Liz Truss has doubled down on her refusal to offer significant help to people with soaring energy bills this winter, despite a forecast that these could exceed ?4,200 annually from January, and rise further during 2023.
Truss, the runaway favourite to succeed Boris Johnson as prime minister next month, has already said she does not want to give “handouts” to people struggling with bills, preferring to prioritise tax cuts.
While she has not definitively ruled out other direct help, questioned on Tuesday the foreign secretary would only confirm plans to reverse the recent increase in national insurance, and to temporarily suspend green levies on energy bills.
Critics of her policy warn that tax cuts disproportionately help the better off and offer no assistance to pensioners or those not in work, while the green levies contribute only about ?150 annually to the average bill.
“What’s vitally important at this moment is we get economic growth going,” Truss told reporters on a visit to Huddersfield in West Yorkshire.
“At the moment we’ve got the highest taxes in 70 years. That’s why I believe in lower taxes, to get growth going, to encourage businesses to invest, and that way there will be more money in people’s pockets.”
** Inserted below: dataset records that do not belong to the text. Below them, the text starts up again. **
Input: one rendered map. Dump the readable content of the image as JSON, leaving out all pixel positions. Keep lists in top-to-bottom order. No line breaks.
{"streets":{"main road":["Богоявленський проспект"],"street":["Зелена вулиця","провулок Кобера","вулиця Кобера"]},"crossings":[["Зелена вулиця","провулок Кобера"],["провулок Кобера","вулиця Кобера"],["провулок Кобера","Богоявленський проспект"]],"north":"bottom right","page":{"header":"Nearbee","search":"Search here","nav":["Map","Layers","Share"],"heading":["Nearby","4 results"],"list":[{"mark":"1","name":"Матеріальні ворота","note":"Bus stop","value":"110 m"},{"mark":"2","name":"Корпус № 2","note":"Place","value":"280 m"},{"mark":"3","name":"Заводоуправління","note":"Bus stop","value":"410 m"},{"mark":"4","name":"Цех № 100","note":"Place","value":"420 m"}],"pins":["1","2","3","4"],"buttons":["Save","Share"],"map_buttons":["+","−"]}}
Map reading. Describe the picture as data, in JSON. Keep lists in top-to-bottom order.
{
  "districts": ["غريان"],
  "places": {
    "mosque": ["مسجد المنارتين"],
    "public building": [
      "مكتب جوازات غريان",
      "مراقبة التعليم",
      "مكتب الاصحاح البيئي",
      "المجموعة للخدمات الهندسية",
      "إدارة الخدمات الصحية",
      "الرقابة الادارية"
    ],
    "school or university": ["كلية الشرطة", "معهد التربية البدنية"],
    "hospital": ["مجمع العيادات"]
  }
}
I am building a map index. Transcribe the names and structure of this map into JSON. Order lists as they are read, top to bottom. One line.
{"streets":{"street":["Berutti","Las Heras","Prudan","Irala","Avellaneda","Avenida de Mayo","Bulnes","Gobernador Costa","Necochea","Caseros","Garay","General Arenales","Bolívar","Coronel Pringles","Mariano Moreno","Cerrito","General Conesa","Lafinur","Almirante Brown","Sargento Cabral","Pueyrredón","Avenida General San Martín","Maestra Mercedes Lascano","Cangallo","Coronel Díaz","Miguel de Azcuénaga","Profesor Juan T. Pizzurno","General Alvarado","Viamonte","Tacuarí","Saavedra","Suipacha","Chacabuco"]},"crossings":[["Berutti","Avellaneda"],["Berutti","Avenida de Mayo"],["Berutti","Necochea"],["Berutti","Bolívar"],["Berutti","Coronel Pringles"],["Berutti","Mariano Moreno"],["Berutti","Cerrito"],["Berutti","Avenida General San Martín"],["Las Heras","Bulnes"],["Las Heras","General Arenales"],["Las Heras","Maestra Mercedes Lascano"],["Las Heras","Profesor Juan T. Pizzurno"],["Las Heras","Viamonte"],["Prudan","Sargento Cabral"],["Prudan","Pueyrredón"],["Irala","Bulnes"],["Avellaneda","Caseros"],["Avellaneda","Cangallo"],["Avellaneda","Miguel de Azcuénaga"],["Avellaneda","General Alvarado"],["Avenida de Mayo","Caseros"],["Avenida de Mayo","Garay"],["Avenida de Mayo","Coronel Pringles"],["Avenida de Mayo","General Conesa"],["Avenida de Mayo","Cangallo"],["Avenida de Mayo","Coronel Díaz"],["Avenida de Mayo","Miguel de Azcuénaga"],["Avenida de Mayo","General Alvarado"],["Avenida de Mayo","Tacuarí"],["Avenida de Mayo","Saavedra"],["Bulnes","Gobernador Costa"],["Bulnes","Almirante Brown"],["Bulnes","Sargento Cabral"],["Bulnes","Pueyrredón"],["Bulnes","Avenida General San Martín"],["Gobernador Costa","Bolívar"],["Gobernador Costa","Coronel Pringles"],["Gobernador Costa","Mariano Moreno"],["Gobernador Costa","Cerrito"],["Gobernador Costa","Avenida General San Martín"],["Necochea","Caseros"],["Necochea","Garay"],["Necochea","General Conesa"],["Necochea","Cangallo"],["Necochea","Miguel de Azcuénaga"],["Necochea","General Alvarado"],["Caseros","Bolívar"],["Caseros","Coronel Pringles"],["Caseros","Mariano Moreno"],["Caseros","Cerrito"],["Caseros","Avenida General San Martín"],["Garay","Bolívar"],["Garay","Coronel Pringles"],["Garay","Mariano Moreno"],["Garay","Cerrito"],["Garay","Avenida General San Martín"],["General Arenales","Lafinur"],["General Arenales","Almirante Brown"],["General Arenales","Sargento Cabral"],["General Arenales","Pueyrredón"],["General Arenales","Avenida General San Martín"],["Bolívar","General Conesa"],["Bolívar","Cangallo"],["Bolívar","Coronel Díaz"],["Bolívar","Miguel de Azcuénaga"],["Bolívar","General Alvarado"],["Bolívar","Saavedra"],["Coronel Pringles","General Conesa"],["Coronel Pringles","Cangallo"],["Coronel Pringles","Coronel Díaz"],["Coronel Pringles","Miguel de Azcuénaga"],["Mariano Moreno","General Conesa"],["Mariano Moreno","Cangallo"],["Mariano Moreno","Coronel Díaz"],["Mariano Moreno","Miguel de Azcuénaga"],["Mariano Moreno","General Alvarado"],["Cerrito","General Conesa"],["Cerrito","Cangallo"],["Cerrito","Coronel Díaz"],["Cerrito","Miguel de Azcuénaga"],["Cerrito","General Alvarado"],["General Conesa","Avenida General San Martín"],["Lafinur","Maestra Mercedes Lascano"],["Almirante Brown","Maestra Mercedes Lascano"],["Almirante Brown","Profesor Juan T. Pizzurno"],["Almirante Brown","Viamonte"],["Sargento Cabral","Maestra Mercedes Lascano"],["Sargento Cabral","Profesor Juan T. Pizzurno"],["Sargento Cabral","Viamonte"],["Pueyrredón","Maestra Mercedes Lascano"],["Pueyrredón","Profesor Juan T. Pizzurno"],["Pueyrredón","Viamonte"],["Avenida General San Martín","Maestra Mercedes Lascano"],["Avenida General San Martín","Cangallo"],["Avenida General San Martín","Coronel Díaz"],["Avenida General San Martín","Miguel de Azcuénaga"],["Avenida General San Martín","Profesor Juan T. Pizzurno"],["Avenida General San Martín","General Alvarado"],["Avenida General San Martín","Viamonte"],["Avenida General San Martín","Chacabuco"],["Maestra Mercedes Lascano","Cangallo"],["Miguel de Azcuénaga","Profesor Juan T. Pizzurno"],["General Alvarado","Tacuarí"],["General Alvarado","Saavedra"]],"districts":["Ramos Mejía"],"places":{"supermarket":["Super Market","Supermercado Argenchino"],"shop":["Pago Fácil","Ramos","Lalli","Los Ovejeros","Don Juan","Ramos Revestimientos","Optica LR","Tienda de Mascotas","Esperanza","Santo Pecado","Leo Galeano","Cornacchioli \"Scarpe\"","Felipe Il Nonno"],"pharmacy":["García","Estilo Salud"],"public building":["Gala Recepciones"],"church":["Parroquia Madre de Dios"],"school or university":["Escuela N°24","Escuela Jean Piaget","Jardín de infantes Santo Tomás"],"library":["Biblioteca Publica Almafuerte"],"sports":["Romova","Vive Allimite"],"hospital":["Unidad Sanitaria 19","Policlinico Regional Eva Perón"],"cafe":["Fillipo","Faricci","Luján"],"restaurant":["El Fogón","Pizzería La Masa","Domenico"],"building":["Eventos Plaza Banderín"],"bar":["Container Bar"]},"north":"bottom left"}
Asked if she was ruling out any other help for energy bills, Truss replied: “What I’m promising is that from day one, people will have lower taxes. They will also have lower energy bills, because I’m going to put a temporary moratorium on the green energy levy. But what we need is a growing economy.”
Earlier on Tuesday the Cornwall Insight consultancy said it expected the energy price cap, the maximum amount suppliers can charge for each unit of energy, would rise so average annual bills would reach ?4,266 a year for the first three months of 2023, rising to ?4,426 in the second quarter.
The consultancy now expects the cap to hit ?3,582 from October, an increase of ?200 on its last forecast. The cap is now being updated every three months, rather than six, as previously.
Truss’s insistence on tax cuts rather than other forms of help for households has become a major dividing line in the leadership race.
A spokesperson for the campaign of her rival, former chancellor Rishi Sunak, said Truss was “divorced from reality” on the issue, adding: “Liz’s plan will not touch the sides for the majority of British families this winter and pensioners will get no help whatsoever.”
In an article for the Times on Tuesday, Dominic Raab, the justice secretary and deputy PM, who is backing Sunak, said that for Truss to produce an emergency budget in September which did not properly face up to the scale of the energy crisis would amount to “an electoral suicide note” for the Conservatives.
Pressed about her plans in Huddersfield, Truss repeatedly refused to commit to any help beyond the NI reversal and the green levy suspension, saying: “I’m not going to comment on exactly what’s going to be in the budget. What I am clear about is that from day one I will reduce taxes.”
Asked about Raab’s comments, she said: “What I care about is Britain being successful. I don’t agree with these portents of doom. I don’t agree with this declinist talk.
“I believe our country’s best days are ahead of us. What I’m going to do, if selected as prime minister, is keep taxes low, get the economy growing, unleash the potential right across Britain. That’s what I’m about.”